Records supplied: Begin

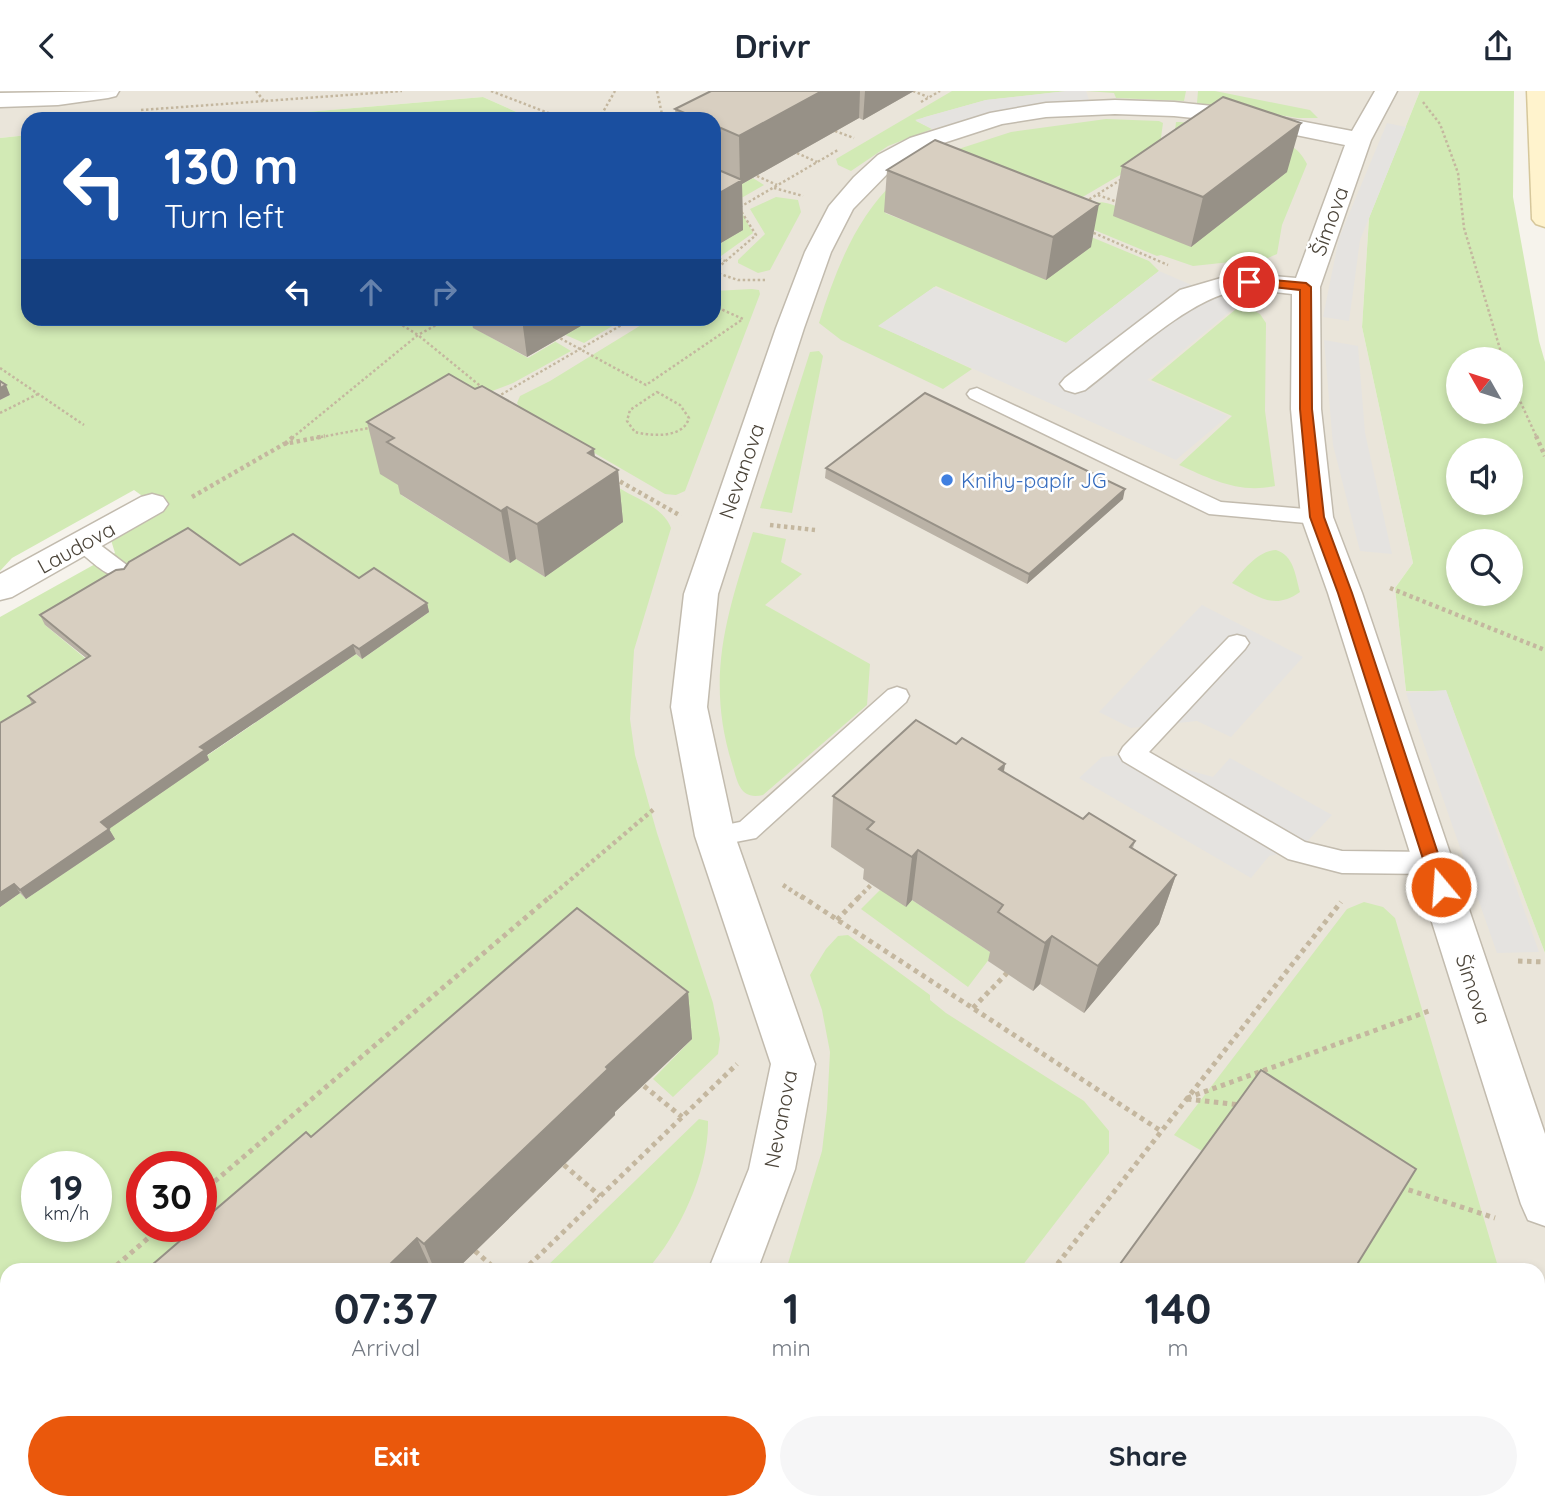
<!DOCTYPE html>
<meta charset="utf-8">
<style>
body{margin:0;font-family:Quicksand,sans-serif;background:#f6f6f7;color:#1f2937;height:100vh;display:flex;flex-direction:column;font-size:26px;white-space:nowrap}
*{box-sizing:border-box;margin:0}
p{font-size:23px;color:#747a83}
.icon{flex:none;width:38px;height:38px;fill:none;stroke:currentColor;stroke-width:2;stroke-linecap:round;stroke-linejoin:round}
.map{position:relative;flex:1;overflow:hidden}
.sheet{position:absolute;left:0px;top:1172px;width:1545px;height:247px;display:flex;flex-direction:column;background:#fff;border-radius:21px 21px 0 0;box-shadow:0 4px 10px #0003}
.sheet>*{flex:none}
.hud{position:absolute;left:21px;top:21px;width:700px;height:214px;border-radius:21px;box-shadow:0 4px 10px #0003;background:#1a4fa0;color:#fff;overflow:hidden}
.needle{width:46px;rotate:309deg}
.fabs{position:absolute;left:1446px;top:256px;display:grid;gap:14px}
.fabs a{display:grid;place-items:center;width:77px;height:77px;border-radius:50%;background:#fff;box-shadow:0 4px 10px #0003;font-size:35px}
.speed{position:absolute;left:21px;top:1060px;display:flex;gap:14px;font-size:35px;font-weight:700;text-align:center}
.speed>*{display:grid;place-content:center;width:91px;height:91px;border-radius:50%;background:#fff;box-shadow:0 4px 10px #0003;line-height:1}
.speed small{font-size:18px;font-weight:400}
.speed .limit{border:10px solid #d22;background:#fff;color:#111}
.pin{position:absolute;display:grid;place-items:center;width:60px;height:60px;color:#fff;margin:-30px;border:4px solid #fff;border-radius:50%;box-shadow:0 2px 7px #0007}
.me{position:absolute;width:77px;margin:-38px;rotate:342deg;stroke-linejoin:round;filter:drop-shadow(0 0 5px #0008)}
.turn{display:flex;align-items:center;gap:24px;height:147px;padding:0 28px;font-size:32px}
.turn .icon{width:91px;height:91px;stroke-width:2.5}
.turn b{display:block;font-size:49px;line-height:60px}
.lanes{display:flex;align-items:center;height:66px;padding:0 28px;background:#0003;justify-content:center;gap:35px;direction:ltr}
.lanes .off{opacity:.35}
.eta{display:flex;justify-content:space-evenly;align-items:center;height:119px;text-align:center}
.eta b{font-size:42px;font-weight:700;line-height:49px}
.primary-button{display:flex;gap:14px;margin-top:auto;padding:14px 28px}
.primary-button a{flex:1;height:80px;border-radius:42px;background:#ea580c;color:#fff;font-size:28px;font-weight:700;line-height:80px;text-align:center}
.primary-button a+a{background:#f6f6f7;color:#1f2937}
header{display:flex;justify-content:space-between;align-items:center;height:91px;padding:0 28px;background:#fff;font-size:32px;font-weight:700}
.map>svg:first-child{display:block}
.residential{fill:#eae5da}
.green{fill:#d2eab5;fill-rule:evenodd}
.parking{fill:#e5e3e0}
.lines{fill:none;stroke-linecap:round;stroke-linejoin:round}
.service-casing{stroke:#c2bbae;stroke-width:3}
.minor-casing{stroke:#c2bbae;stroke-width:3}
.secondary-casing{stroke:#d6c79b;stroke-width:3}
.path-far2{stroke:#c4b79f;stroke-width:2.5;stroke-dasharray:2.5 2.5;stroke-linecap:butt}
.path-far1{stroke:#c4b79f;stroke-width:4.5;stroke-dasharray:3.5 3.5;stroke-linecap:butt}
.path{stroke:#c4b79f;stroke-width:5;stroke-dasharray:4.5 4.5;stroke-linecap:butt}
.service{fill:#fff;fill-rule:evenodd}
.minor{fill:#fff;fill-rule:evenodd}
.secondary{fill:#fff3cd;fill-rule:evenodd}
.wall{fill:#bab2a6}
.shaded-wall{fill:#979187}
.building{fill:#d8cfc1;stroke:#979187;stroke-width:2}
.route{fill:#ea580c;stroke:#983908;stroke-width:2}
.shop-dot{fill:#3f7fe0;stroke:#fff;stroke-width:2.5}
.labels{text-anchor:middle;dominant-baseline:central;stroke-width:5;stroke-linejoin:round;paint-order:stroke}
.street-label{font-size:21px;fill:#4b4439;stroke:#fff}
.shop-label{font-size:21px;fill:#366cbe;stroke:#fff;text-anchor:start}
</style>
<header><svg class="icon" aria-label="back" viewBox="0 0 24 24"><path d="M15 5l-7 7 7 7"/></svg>Drivr<svg class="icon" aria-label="share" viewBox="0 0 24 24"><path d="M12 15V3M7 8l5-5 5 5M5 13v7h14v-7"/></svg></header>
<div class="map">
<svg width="1545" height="1418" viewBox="0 0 1545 1418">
<rect width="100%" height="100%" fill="#f6f3ec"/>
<path class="residential" d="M0 0H1420L1369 127 1362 236 1413 472 1395 497 1406 600 1446 599 1545 862V1418H0V1227L7 1412H1538V1180L56 1179 142 1136H201V1076L627 696 269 374 396 228H714V28H532L483 6 224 28H28V44L0 47Z"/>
<path class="green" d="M952 0H1067L986 9 925 26 916 30 932 38 888 55 851 80 838 74 836 68Z
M1086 0H1186L1184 10 1116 7 1114 2Z
M1198 0H1215L1310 19 1318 27H1298L1197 12Z
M1420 0H1514L1513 106 1539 250 1545 271V862L1446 600H1406L1395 497 1413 472 1362 236 1369 127ZM1458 268H1510V320H1458ZM1458 359H1510V411H1458ZM1458 450H1510V502H1458Z
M483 6 532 28H224Z
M1106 28 1159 30 1163 32 1160 54 1137 74 1064 117 940 64 1011 41Z
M1176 31C1192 30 1281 48 1293 56 1299 60 1304 67 1307 73L1282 134 1277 163 1268 167 1193 175 1161 164 1157 165 1075 131C1093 108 1096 107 1124 118L1173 56Z
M28 44V228H490L474 237 528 267 555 251 551 248 571 260 513 292 487 302 401 404 510 472 516 468 545 486 619 397C637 408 664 417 671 437L634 559 630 628 635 664 657 742 713 912 720 948 718 963 673 1006 653 988 692 948 222 1179 7 1180V1412H46L51 1418H0V816L20 802 26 808 114 748 0 677V526L115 462 111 449 159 417 134 399 12 467 0 480V309L10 304 0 296V47ZM279 464 345 508 429 521 362 568 356 563 205 666 45 534ZM37 1076H96V1136H37ZM142 1076H201V1136H142Z
M714 83 740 94 753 87 764 94 731 113 740 118 753 142 721 165 714 162V151L721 152 742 139 714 126Z
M895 90 885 122 910 132 915 130 1060 133 1149 170 1159 180 1066 252 936 195 879 235 972 278 943 298 841 249 819 232C835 181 855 128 895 90Z
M776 106 798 109 801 121 770 179 758 182 738 172V169L765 143 750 118Z
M752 198 759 199 760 203 685 400 676 404 665 403 522 320 517 312 520 305 550 290 651 228H714V200Z
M1242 213 1260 223 1266 232 1265 320 1275 395C1239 403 1211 388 1179 374L1232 325 1151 289Z
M594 228H624L584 252 561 242Z
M819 260 823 265 792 422 760 417 810 261Z
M753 441 786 448 781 471 802 483 765 514 870 573 867 614 763 704C741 709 738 693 733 676 705 588 726 526 753 441Z
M1276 459C1294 465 1295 483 1300 501 1273 520 1258 505 1232 492 1244 479 1257 460 1276 459Z
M880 799 912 809 993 863 968 896 861 818Z
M1364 811 1383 816 1395 827 1499 1179H1347L1209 1064 1174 1044 1347 818Z
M848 844 930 904V909L946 922 1084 1010 1109 1040V1062L1019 1179H786L822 1060 827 1018 830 961 822 919 810 884 826 858 838 845Z
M699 1028 708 1030C709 1080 679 1143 647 1179H543Z
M1538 1313 1545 1336V1418H730L742 1412H1538Z
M307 1412H440L436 1418H302Z"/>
<path class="parking" d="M1067 0H1086L1089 9 1014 17 932 38 915 29 986 9Z
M1387 32 1406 36 1360 149 1349 230 1323 226 1339 147Z
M1159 180 1238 214 1147 289 1228 325 1176 369 878 235 934 196 1066 252Z
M1324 249 1358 255 1365 342 1392 463 1360 460 1333 354Z
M1202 514 1303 566 1231 646 1197 630 1131 637 1099 621Z
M1446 599 1539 861 1497 862 1406 602Z
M1132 663 1213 686 1230 667 1332 724 1298 760 1269 765 1251 787 1079 687 1102 666Z"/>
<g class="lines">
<defs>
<path id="service" d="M977 297 1221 411 1317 419 1325 421 1328 426 1325 431 1317 433 1209 423 970 307 967 303 970 299Z
M83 445 91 447 128 475 131 480 128 485C109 491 90 468 75 457L72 452 75 447Z
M1237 544 1245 546 1249 552 1245 558 1149 661 1305 751 1342 760 1433 761 1443 764 1447 772 1443 780 1433 783 1342 782 1288 768 1123 670 1119 663 1123 656 1229 546Z
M897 596 906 599 909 605 906 611 756 747 715 755 706 752 702 745 706 738 740 731 888 599Z"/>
<path id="minor" d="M119 0 116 5 108 7 58 14 0 16V2Z
M1375 0H1397L1371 49 1320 196 1321 318 1333 426 1362 502 1545 1043V1135L1528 1129 1521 1113 1328 502 1301 426 1291 318 1292 203C1273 201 1252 197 1233 201 1189 208 1122 271 1085 299L1075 302 1065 299 1060 293 1065 287 1180 199 1228 185 1249 183 1296 187 1345 54 1232 31 1174 25 1115 23 1046 26 1002 33 928 57 896 74 853 118 831 161 804 237 718 503 707 616 735 745 815 973 795 1078 757 1180H708L749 1078 771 973 695 745 671 616 684 503 776 237 805 161 829 115 854 86 878 64 910 47 990 22 1046 12 1115 9 1174 11 1232 17 1352 40Z
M152 403 163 406 168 413 163 420 12 506 0 509V483L141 406Z
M509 1412H566L563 1418H507Z"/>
<path id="secondary" d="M1527 0H1545V136L1536 133 1532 128Z"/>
</defs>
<use href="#service" class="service-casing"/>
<use href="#minor" class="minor-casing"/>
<use href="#secondary" class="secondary-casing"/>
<path class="path-far2" d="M256 0 264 10
M491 0 564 28
M657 0 663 28
M913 0 928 6
M921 11 940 0
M1423 11 1440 33 1458 82 1464 137 1503 268
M141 19 402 0
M599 28 615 0
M835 40 854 47
M797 62 817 71
M757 85 777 94
M774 97 803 105
M1098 104 1120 112
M1085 111 1122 88
M740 116 838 59
M1089 140 1168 174
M714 166 725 170
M714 180 756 144 741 120
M714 181 738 189H765
M394 229 418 244 484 298
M556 245 646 294 743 228 714 215
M0 277 84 334
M1510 288 1537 347
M657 301 680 314 689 327C683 348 651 345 635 341L627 330 630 319Z
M497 306 632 228
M0 322 38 303
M292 347 418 244 447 228
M316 347 374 336"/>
<path class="path-far1" d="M1536 345 1545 365
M285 353 294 345
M614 387 681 425
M192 406 284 353 325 345
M770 434 815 439
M1390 497 1545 559
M783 794 803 807
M549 807 654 718
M858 807 872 793"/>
<path class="path" d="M801 805 1161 1040
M837 829 860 805
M1518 870 1545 871
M973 917 1007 882
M644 995 682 1026
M1187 1007 1429 920
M1187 1008 1241 1014
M564 1074 600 1105
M1400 1096 1495 1127
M201 1102 551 805
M475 1160 498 1180
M110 1180 161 1136
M523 1180 737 973
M1052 1180 1341 811
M0 1272 7 1266
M326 1412 330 1418
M779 1412 781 1418
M274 1418 280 1412
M675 1418 688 1412
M856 1418 860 1412"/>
<use href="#service" class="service"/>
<use href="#minor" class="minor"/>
<use href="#secondary" class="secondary"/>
</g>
<path class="wall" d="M711 0H914L863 29 859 27 742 93 743 139 714 156V28H676L675 18Z
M1122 75 1287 81 1191 156 1113 125Z
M887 79 1091 156 1046 189 884 121Z
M471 228H593L527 266 473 237Z
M367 331 595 366 618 379 623 431 545 486 516 468 510 472 400 403 398 394 380 383Z
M826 377 1123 408 1027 493 825 387Z
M240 474 359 487 427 512 429 521 362 568 356 563 207 664 209 669 109 738 115 748 26 808 20 802 0 816V632L32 613 28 605 86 567 45 534 40 524Z
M956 653 1005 673 1004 681 1083 728 1135 750 1133 757 1176 784 1159 833 1084 922 1040 893 1033 900 988 870 990 861 912 809 906 816 863 788 864 778 831 756 833 705Z
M688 901 692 948 615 1021V1024L455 1180H145L311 1046Z"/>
<path class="shaded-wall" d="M822 0H860L859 27 742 93 743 139 714 156V105L740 90 739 45Z
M865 0H914L863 29Z
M1301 32 1287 81 1191 156 1203 106Z
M1099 113 1091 156 1046 189 1053 146Z
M522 228H593L527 266Z
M6 294 10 304 0 309V297Z
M594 358 598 392 618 379 623 431 545 486 537 433 588 362Z
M1125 398 1123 408 1027 493 1029 483Z
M507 416 516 468 510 472 501 420Z
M427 512 429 521 362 568 359 558Z
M353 554 356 563 207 664 209 669 106 740 101 731 200 656Z
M1005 673 996 724 999 678Z
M109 738 115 748 26 808 20 799Z
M918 759 912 809 906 816 912 766Z
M1176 784 1159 833 1084 922 1098 875Z
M14 793 20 802 0 816V802Z
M1052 845 1040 893 1033 900 1045 852Z
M688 901 692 948 615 1021V1024L455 1180H435L424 1153 606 976Z
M417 1147 432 1180H383Z
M137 1412H204L198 1418H131Z"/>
<path class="building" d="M711 0H822L739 45 714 34V28H699L675 18Z
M1223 6 1301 32 1203 106 1122 75Z
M935 49 1099 113 1053 146 887 79Z
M714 77 742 89 714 105Z
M449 283 475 298 482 295 594 358 588 362 618 379 537 433 507 416 501 420 387 351 394 347 367 331Z
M0 290 6 294 0 297Z
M925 302 1125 398 1029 483 826 377Z
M188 437 240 474 293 443 359 487 374 477 427 512 359 558 353 554 200 656 205 659 101 731 109 738 20 799 14 793 0 802V632L35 611 28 605 90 565 40 524 116 479 124 478 129 471Z
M916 629 956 653 962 647 1005 673 999 678 1083 728 1089 722 1135 750 1130 756 1176 784 1098 875 1052 845 1045 852 998 821 1003 814 918 759 912 766 867 738 874 731 833 705Z
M577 817 688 901 606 976 608 978 424 1153 417 1147 383 1180H145L196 1136H201V1131L306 1041 311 1046Z
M1261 979 1416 1078 1353 1180H1115Z
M7 1298V1385L0 1376V1304Z
M28 1412H137L131 1418H32Z"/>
<path class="route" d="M1249 187 1306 192 1311 196 1312 318 1324 426 1352 502 1449 796 1447 801H1435L1432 796 1338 502 1310 426 1300 318V199L1245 193 1243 191Z"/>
<circle class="shop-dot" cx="947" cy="389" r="7"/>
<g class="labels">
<g class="street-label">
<text transform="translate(1329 130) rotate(-70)">Šímova</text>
<text transform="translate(741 380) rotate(-71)">Nevanova</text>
<text transform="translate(76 456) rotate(-29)">Laudova</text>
<text transform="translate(1474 898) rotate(72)">Šímova</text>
<text transform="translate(780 1028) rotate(-79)">Nevanova</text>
</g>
<g class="shop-label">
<text x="961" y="389">Knihy-papír JG</text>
</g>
</g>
</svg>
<div class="fabs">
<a><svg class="needle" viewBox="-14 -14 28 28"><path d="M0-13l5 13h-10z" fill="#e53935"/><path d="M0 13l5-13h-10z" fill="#747a83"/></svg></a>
<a><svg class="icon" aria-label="sound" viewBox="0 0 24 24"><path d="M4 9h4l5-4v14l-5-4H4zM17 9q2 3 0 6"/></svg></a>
<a><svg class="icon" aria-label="search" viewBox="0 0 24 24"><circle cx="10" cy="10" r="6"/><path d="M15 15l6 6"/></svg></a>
</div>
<div class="speed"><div>19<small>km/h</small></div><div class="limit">30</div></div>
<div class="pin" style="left:1249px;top:191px;background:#d93025"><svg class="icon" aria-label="arrive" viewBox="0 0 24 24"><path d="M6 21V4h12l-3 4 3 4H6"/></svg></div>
<svg class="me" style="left:1441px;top:796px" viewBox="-20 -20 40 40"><circle r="17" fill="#ea580c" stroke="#fff" stroke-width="3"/><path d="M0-11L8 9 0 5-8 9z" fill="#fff"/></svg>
<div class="hud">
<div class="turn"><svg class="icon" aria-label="left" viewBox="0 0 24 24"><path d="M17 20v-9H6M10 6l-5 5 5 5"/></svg><div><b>130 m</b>Turn left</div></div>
<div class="lanes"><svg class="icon" aria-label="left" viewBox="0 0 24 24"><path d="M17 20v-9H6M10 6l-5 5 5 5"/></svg><svg class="icon off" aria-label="ahead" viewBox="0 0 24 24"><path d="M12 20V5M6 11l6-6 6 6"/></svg><svg class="icon off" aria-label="right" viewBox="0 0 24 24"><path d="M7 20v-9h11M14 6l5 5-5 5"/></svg></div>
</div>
<section class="sheet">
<div class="eta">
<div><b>07:37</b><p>Arrival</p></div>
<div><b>1</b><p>min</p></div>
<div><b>140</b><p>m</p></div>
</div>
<div class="primary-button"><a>Exit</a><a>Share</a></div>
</section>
</div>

Records supplied: End

→ Work item
Your answer should be a single number: how many lines in the preceding entries contain "none".

→ Solved problem
3